→ **Your task**: Every entry is to be copied exactly as written, and the pictures are to be skipped.

Start of Block

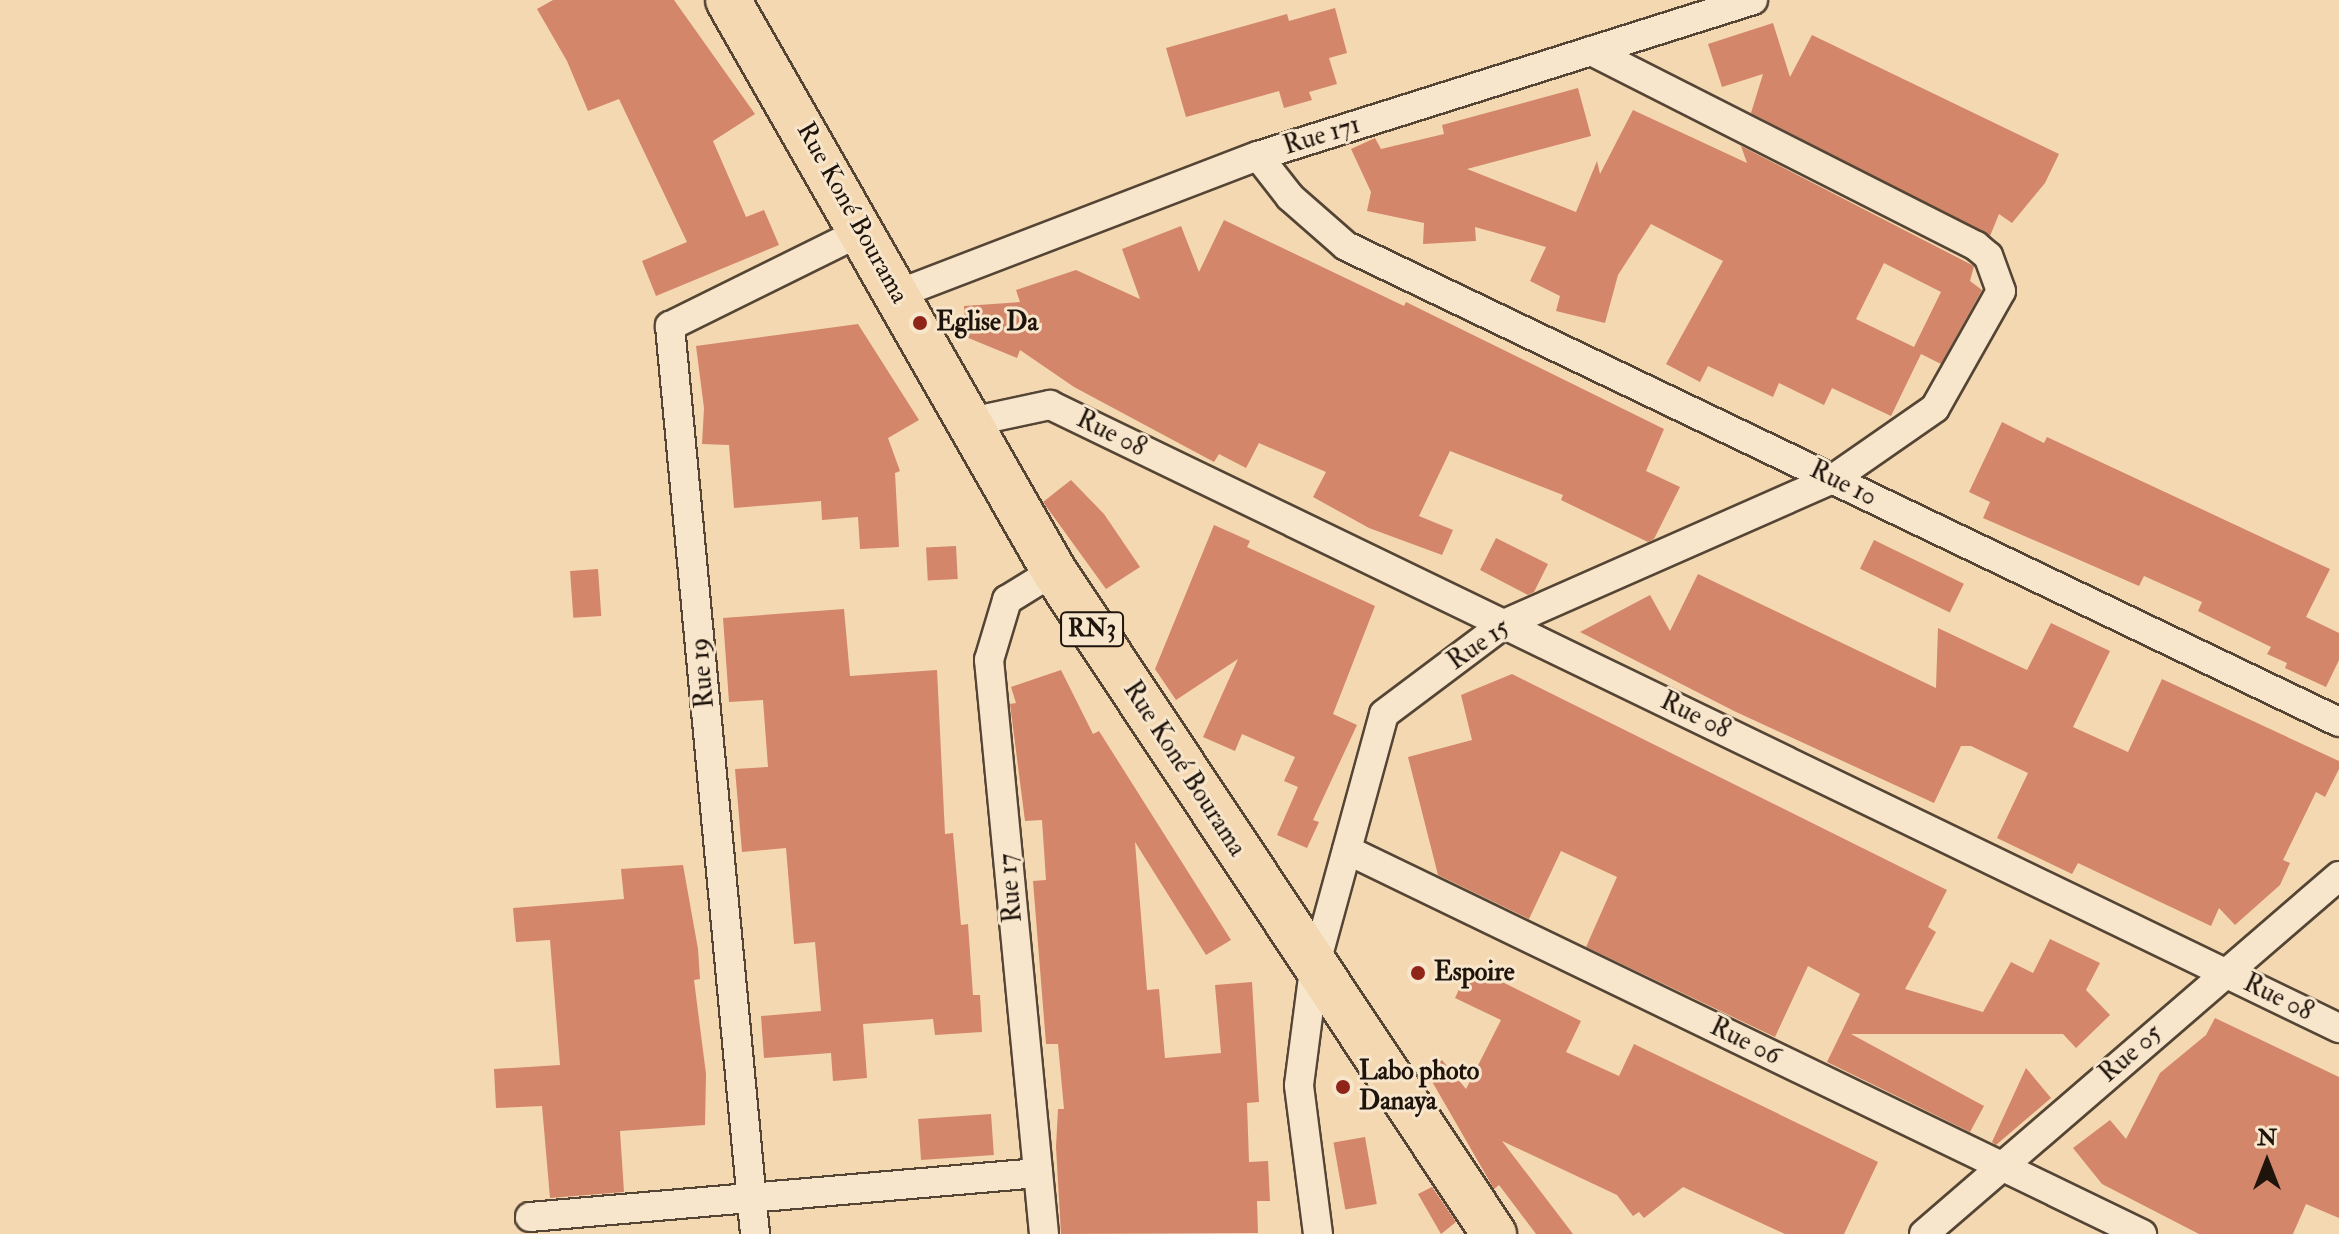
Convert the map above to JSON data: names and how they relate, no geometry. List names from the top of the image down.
{
  "streets": {
    "highway": ["Rue Koné Bourama", "RN3"],
    "street": [
      "Rue 171",
      "Rue 08",
      "Rue 10",
      "Rue 15",
      "Rue 19",
      "Rue 17",
      "Rue 06",
      "Rue 05"
    ]
  },
  "crossings": [
    ["Rue 171", "Rue Koné Bourama"],
    ["Rue 171", "Rue 10"],
    ["Rue 171", "Rue 15"],
    ["Rue Koné Bourama", "Rue 08"],
    ["Rue Koné Bourama", "Rue 15"],
    ["Rue Koné Bourama", "Rue 19"],
    ["Rue Koné Bourama", "Rue 17"],
    ["Rue 08", "Rue 15"],
    ["Rue 08", "Rue 05"],
    ["Rue 10", "Rue 15"],
    ["Rue 15", "Rue 06"],
    ["Rue 06", "Rue 05"]
  ],
  "places": ["Eglise Da", "Espoire", "Labo photo Danaya"],
  "north": "top"
}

End of Block

→ **Task result**:
Convert the map above to JSON data: names and how they relate, no geometry. List names from the top of the image down.
{
  "streets": {
    "highway": ["Rue Koné Bourama", "RN3"],
    "street": [
      "Rue 171",
      "Rue 08",
      "Rue 10",
      "Rue 15",
      "Rue 19",
      "Rue 17",
      "Rue 06",
      "Rue 05"
    ]
  },
  "crossings": [
    ["Rue 171", "Rue Koné Bourama"],
    ["Rue 171", "Rue 10"],
    ["Rue 171", "Rue 15"],
    ["Rue Koné Bourama", "Rue 08"],
    ["Rue Koné Bourama", "Rue 15"],
    ["Rue Koné Bourama", "Rue 19"],
    ["Rue Koné Bourama", "Rue 17"],
    ["Rue 08", "Rue 15"],
    ["Rue 08", "Rue 05"],
    ["Rue 10", "Rue 15"],
    ["Rue 15", "Rue 06"],
    ["Rue 06", "Rue 05"]
  ],
  "places": ["Eglise Da", "Espoire", "Labo photo Danaya"],
  "north": "top"
}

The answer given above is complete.